▸ Directions:
Filter the data for lines with the word "fabs", then copy every line so identified.

Records from a data collection

····················

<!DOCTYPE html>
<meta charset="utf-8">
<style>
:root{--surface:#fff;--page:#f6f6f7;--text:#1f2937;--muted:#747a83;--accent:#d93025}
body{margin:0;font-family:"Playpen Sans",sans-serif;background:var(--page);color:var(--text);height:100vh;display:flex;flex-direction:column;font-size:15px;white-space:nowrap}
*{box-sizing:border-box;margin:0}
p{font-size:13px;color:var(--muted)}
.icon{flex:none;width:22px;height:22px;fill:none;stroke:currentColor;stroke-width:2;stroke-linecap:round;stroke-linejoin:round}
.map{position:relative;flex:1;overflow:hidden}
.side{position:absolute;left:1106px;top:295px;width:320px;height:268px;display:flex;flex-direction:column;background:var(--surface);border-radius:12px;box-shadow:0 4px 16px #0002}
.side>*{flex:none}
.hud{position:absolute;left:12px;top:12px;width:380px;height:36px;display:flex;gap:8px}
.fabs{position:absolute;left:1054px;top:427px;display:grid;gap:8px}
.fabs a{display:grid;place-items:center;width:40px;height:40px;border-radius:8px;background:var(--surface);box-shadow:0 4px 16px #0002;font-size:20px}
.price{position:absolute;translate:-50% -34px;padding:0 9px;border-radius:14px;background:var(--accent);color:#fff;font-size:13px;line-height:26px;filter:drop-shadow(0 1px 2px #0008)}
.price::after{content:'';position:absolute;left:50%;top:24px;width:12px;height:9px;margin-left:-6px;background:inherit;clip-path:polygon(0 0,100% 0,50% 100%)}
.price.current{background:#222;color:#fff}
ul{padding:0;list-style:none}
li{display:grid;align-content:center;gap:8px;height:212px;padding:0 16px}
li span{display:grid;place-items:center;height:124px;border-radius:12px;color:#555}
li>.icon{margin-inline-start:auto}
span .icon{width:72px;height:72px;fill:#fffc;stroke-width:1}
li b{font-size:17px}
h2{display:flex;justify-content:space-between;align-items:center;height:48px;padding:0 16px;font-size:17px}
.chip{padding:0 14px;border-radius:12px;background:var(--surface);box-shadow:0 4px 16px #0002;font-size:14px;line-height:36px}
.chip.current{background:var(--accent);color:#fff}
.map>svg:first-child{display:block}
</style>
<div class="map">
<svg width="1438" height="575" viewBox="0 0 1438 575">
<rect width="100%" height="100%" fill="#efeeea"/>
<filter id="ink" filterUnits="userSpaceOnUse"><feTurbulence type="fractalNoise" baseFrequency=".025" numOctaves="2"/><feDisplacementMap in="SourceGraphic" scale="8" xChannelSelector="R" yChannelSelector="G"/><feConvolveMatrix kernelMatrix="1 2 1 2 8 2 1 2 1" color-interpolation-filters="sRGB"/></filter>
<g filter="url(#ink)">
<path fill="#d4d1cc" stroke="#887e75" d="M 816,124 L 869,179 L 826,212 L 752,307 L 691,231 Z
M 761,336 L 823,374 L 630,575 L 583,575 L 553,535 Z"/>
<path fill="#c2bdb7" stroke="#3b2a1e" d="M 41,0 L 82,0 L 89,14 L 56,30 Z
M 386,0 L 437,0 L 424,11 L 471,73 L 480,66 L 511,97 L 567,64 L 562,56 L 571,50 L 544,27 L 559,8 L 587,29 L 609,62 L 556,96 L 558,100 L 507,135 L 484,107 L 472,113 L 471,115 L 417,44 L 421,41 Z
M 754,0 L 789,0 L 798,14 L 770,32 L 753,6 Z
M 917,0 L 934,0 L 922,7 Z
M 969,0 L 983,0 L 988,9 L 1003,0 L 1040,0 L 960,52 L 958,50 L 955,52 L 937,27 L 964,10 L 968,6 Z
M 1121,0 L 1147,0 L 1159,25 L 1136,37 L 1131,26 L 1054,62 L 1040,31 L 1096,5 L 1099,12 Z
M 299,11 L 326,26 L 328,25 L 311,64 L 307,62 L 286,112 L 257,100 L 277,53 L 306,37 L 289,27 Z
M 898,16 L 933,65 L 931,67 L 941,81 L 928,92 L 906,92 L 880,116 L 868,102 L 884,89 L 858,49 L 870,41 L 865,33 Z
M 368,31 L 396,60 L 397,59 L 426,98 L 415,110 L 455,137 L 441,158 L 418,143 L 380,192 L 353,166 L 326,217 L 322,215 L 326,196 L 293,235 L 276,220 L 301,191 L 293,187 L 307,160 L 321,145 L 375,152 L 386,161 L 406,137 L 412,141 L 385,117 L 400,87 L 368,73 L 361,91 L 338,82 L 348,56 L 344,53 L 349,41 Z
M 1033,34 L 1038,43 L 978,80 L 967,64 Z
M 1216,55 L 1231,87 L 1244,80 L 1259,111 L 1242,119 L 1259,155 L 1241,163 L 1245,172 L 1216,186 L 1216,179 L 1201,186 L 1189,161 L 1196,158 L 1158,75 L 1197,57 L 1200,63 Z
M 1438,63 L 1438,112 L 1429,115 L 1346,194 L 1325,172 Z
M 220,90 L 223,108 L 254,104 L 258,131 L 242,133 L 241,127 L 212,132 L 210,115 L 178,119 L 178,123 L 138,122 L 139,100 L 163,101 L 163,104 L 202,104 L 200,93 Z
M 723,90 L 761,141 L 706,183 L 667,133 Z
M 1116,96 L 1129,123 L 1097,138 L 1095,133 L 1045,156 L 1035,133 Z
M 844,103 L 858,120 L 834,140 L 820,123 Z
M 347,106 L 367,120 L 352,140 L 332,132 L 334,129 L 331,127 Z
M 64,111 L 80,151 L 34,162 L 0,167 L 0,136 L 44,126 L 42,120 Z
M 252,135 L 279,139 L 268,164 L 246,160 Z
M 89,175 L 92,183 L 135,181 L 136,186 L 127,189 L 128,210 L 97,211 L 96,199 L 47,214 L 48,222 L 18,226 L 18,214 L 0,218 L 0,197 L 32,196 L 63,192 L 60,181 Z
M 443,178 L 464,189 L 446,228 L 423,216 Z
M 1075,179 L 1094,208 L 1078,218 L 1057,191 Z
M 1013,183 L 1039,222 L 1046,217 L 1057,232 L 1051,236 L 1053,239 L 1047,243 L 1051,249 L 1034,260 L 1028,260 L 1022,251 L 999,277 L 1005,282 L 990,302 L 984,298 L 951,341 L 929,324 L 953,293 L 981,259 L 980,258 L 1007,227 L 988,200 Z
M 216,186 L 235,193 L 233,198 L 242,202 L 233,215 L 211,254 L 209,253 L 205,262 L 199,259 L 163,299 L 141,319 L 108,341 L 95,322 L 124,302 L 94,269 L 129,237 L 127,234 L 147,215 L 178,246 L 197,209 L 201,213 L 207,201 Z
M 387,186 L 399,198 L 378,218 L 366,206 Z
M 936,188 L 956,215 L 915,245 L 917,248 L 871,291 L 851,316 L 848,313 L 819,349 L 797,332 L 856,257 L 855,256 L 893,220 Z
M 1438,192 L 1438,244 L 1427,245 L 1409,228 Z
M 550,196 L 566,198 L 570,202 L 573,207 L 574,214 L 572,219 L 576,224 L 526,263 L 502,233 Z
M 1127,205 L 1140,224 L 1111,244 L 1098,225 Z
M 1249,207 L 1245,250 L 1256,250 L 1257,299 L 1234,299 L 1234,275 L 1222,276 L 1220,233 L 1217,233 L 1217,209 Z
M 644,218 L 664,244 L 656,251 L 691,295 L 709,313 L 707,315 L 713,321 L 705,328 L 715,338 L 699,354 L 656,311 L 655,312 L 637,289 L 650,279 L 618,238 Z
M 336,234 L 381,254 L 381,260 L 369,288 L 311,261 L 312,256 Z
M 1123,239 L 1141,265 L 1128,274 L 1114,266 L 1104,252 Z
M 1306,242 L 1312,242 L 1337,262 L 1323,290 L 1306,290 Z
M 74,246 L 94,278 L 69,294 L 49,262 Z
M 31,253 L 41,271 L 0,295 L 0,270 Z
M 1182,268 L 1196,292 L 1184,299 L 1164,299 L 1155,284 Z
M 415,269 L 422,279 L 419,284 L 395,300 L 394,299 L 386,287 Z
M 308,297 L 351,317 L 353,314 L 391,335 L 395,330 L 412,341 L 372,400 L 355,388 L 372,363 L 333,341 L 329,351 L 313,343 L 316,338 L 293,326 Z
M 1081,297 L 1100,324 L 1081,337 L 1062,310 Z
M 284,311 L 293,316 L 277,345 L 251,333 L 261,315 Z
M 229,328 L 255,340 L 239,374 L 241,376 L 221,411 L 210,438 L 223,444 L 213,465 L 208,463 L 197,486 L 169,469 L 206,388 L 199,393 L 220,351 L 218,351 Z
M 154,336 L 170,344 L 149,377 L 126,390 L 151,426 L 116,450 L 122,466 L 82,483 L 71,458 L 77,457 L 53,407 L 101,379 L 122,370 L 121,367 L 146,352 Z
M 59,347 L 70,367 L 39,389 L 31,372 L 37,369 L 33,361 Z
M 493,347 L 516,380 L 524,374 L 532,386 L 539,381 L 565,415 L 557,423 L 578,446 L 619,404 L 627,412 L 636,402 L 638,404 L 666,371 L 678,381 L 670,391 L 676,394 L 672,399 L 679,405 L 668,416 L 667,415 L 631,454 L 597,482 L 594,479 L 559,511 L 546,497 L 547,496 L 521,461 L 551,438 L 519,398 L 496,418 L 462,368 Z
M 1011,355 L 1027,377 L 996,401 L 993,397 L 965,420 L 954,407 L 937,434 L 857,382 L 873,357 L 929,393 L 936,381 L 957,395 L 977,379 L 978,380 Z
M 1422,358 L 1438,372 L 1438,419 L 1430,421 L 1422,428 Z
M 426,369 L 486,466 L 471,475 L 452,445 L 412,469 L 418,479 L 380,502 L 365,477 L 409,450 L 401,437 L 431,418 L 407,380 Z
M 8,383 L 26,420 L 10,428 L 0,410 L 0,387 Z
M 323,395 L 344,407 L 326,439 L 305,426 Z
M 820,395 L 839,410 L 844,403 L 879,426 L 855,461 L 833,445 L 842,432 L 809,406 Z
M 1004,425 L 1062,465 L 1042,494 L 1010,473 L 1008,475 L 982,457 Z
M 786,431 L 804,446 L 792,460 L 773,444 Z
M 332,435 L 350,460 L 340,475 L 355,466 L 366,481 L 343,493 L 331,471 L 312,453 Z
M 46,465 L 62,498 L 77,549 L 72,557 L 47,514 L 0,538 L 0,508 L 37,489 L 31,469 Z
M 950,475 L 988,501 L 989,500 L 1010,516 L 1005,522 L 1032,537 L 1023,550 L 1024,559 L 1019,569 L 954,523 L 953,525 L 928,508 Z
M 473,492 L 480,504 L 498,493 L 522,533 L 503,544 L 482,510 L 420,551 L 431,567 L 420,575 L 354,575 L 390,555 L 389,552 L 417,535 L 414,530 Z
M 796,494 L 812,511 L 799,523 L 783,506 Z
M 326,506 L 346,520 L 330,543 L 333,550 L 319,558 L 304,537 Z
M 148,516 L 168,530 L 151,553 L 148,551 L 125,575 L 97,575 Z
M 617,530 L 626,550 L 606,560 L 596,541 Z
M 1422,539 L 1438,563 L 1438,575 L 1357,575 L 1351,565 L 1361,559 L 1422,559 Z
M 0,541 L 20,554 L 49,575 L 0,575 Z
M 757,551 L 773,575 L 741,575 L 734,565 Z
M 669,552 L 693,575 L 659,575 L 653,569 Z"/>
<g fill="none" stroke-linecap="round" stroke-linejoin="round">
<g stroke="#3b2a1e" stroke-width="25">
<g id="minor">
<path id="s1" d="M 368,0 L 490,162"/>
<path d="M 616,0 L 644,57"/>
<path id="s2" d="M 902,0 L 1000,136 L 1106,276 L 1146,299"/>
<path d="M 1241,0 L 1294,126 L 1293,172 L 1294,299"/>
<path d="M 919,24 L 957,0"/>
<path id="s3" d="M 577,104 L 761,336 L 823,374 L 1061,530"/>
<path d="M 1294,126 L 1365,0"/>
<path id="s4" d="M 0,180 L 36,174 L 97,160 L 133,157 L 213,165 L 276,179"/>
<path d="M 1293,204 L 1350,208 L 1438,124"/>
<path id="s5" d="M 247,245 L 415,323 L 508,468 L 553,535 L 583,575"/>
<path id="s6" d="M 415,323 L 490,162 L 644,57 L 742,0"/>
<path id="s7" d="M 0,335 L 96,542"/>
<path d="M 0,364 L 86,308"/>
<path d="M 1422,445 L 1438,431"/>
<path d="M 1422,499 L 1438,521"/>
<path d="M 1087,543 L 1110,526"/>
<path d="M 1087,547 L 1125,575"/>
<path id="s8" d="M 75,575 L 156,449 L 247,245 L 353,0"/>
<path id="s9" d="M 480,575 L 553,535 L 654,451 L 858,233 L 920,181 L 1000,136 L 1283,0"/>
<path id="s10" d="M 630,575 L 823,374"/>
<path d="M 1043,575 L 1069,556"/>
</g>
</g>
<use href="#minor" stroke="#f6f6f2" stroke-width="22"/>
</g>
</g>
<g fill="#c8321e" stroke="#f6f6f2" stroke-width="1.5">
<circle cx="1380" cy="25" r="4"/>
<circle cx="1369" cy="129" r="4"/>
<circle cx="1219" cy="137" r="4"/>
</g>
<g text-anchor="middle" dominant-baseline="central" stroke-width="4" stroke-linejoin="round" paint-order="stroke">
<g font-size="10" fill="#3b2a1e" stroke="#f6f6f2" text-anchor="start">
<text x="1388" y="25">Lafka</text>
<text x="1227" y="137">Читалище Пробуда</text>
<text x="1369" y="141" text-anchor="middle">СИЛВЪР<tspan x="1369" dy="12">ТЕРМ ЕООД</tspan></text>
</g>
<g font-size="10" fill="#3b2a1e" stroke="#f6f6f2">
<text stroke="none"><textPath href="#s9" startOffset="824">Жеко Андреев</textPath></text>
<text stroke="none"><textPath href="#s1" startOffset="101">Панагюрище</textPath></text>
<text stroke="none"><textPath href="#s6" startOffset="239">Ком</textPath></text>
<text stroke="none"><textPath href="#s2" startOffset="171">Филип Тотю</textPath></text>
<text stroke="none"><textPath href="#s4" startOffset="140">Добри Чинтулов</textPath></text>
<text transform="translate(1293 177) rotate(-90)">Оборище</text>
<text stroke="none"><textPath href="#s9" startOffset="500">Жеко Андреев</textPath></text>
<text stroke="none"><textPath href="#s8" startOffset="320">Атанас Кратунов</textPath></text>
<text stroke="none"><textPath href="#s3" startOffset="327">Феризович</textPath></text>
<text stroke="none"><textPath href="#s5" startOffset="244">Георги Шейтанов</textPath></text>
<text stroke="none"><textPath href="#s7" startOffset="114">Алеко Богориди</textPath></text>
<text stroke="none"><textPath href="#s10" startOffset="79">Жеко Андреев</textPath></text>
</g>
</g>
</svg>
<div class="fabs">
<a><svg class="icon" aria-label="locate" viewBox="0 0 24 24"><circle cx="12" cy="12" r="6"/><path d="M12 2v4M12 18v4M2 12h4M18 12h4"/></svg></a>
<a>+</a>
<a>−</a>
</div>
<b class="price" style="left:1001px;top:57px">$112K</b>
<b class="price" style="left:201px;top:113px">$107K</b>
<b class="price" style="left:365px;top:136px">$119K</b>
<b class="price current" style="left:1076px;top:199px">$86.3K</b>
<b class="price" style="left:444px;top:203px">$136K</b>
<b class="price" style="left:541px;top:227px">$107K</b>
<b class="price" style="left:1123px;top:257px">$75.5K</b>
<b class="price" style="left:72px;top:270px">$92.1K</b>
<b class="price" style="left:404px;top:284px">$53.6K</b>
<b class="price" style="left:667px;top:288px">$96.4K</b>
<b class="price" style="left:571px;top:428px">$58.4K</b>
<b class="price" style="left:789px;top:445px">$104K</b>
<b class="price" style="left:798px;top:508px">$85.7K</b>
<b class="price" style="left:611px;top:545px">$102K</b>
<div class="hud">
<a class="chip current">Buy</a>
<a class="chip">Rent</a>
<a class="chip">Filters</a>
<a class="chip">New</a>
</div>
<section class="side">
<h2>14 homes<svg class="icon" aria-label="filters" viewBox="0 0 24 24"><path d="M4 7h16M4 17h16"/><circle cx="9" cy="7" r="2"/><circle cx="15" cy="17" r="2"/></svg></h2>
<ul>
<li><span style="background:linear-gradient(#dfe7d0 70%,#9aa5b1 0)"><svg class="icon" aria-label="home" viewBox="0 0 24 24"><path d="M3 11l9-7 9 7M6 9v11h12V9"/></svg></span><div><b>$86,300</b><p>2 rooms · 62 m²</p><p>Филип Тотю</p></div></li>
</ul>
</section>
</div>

····················

▸ Output for this task:
.fabs{position:absolute;left:1054px;top:427px;display:grid;gap:8px}
.fabs a{display:grid;place-items:center;width:40px;height:40px;border-radius:8px;background:var(--surface);box-shadow:0 4px 16px #0002;font-size:20px}
<div class="fabs">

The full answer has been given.